Bridger Zadina and Jacob Wysocki in Terri

Terri is a film about adolescent misfits. That's probably redundant.

A story that quietly captures both the general horror and the faint possibility of hope that distinguish teenage life, Terri stars Jacob Wysocki as a big kid in a small town. Larger and wiser than most of his peers, Terri is a jumbo guy who lives with his strange uncle in a rubbish bin of a house.

Terri, whose girth makes wearing pajamas to school seem sensible, gets plenty of abuse from classmates. He doesn't seem to take much of it personally. He is observant and quiet, somewhat fixated on a popular girl at school called Heather (Olivia Crocicchia). He's an outsider but he's generally unruffled.

Terri is always late. He gets tossed out of phys ed and ends up in the office of the assistant principal, Mr. Fitzgerald (John C. Reilly). Mr. Fitzgerald means well; he's an interesting cross between enthusiastic and ineffectual. He befriends Terri and encourages him.

Terri is concerned that Mr. Fitzgerald is giving him special attention because he perceives Terri to be a misfit.
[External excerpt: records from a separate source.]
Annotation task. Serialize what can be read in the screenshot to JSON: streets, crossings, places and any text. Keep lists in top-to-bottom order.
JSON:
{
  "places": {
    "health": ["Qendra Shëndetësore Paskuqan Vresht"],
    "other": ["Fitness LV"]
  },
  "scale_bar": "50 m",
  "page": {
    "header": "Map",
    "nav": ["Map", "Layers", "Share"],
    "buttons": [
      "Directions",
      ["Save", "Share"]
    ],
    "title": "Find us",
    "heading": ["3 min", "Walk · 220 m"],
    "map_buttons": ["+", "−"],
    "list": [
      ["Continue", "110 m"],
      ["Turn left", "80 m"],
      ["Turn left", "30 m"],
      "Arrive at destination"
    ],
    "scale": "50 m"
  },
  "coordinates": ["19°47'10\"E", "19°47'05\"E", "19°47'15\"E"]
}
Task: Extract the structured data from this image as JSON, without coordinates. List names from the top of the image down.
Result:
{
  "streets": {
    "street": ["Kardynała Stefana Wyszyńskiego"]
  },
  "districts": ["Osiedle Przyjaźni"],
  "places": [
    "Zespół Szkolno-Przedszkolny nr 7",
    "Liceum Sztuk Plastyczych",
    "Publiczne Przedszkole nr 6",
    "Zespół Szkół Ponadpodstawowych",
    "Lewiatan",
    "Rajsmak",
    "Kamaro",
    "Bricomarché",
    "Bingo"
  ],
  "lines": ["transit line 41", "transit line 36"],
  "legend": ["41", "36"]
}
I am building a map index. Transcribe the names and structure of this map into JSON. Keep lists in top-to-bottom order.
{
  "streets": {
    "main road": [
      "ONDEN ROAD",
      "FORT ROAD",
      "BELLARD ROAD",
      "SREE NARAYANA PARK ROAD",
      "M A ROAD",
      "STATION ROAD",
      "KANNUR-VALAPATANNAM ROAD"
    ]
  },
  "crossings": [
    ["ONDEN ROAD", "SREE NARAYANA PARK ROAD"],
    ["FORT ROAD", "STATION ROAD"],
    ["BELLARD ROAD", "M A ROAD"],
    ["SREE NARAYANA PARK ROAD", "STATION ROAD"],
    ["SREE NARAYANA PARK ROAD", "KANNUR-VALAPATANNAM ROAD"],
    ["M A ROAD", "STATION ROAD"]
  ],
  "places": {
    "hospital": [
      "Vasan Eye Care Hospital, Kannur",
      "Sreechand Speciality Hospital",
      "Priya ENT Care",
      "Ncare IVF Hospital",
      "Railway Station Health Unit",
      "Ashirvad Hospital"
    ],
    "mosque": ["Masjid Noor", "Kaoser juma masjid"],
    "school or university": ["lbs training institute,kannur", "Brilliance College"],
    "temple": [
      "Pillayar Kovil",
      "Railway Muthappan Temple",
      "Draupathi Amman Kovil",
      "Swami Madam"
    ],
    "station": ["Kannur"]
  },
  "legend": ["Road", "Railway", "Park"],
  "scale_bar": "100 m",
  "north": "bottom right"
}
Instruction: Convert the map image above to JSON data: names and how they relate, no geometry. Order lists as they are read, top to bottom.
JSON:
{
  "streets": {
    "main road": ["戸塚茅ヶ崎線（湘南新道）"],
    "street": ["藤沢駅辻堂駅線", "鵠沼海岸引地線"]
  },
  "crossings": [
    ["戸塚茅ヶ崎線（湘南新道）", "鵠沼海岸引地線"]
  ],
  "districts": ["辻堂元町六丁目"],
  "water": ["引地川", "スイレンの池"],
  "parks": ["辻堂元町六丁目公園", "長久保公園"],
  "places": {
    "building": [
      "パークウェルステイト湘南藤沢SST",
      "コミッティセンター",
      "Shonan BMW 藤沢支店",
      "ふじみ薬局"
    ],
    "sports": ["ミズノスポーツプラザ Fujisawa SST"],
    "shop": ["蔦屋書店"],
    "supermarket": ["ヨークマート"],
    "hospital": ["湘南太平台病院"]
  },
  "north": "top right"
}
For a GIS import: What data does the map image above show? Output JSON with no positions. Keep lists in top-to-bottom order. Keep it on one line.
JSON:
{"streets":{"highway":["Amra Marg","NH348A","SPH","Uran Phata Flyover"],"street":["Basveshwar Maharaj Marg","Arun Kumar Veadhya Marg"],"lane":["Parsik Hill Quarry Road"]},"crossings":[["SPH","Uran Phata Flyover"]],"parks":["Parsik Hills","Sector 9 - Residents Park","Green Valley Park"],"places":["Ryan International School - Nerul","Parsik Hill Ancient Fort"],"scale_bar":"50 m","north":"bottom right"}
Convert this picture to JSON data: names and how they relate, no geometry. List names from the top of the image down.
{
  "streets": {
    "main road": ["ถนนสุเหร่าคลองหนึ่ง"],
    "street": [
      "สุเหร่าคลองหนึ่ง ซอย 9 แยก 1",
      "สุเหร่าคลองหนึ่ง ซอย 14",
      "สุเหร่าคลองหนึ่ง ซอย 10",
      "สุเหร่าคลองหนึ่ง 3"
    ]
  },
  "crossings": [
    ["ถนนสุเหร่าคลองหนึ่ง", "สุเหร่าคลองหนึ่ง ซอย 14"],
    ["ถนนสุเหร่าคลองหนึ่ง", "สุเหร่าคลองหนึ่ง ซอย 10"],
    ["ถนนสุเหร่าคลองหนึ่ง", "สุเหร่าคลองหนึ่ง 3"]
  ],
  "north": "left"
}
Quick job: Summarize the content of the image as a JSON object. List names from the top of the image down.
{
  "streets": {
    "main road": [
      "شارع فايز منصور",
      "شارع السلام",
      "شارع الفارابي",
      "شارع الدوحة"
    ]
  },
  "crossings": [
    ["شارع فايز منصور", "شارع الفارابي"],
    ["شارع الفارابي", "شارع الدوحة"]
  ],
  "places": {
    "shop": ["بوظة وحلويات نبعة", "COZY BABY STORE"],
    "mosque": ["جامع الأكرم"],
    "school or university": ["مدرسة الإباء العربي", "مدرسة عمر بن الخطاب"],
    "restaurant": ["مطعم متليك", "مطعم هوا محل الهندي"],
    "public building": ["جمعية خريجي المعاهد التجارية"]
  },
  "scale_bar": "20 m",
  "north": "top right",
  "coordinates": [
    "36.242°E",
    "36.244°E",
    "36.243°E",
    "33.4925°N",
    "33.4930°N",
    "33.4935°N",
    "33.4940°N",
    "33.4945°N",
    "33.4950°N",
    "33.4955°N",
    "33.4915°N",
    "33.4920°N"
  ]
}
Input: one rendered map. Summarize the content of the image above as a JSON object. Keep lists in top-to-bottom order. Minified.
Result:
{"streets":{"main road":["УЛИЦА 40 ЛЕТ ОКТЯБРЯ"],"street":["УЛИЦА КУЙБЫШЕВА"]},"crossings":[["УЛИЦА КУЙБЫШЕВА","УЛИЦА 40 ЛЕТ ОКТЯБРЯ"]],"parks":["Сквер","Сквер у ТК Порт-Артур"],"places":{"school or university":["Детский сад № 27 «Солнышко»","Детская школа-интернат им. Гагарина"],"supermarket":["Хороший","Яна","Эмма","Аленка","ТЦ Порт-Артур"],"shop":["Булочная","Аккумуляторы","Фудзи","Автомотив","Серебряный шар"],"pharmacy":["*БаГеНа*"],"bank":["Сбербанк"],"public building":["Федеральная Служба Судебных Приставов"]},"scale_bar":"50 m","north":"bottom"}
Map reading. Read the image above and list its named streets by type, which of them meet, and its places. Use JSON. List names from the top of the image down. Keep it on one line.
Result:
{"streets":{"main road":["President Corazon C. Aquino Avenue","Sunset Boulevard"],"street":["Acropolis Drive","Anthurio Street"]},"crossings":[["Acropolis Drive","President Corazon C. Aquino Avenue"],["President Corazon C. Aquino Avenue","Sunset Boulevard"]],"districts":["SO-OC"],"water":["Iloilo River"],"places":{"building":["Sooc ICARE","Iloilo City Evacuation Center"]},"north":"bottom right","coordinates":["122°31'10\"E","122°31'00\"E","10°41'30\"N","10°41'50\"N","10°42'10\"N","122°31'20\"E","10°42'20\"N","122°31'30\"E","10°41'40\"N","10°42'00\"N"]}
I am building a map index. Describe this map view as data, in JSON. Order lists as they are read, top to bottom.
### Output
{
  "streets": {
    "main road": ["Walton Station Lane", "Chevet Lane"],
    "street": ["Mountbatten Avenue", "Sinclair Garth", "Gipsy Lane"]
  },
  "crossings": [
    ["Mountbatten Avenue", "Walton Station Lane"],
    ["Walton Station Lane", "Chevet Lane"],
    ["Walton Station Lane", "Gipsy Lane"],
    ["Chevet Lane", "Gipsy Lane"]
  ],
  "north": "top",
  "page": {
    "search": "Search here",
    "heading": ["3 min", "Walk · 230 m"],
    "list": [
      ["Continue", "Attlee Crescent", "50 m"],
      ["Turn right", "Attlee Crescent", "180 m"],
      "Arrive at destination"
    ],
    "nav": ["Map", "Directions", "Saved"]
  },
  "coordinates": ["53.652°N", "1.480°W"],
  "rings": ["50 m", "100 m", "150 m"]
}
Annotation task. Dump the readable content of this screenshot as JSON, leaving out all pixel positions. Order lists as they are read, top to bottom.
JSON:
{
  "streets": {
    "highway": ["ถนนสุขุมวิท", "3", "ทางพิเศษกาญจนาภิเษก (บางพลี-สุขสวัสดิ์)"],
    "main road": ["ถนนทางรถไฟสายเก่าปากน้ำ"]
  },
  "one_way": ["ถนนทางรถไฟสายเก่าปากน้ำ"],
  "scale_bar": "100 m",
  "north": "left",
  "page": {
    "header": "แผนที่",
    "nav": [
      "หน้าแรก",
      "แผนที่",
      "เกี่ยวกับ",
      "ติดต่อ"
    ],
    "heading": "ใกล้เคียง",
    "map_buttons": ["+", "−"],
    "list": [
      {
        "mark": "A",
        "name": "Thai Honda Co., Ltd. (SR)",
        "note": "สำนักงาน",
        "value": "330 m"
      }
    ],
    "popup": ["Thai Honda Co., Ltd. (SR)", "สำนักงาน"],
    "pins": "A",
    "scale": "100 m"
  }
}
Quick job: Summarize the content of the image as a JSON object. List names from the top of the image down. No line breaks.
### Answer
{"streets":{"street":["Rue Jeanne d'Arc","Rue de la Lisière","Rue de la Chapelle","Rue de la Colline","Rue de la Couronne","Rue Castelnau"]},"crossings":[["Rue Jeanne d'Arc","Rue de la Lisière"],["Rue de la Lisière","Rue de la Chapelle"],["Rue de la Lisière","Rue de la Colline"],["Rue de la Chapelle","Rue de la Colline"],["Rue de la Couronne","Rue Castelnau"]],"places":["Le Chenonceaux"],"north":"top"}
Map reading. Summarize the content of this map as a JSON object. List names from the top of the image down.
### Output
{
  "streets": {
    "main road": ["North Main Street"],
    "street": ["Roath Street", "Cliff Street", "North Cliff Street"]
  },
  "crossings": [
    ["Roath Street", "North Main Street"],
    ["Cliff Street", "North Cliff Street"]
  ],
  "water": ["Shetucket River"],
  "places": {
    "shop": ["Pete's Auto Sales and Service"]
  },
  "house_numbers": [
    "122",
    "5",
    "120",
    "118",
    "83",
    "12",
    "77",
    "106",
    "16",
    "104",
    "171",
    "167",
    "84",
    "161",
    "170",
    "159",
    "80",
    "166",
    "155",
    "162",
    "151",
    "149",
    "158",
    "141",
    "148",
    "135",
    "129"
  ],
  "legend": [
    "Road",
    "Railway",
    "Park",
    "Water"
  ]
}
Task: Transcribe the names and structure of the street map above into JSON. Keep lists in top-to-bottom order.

Still, Mr. Fitzgerald's guidance means that Terri eventually befriends another of the outcast kids, Chad (Bridger Zadina), and even defends Heather in another incident, winning her trust. Terri parents most of the people in the story, including his vaguely disturbed guardian, Uncle James, who is played by Creed Bratton.

("Where's your mother?" asks one of Terri's friends. "I don't know," is the answer. Same answer for "Where's your father?" It's that kind of movie.)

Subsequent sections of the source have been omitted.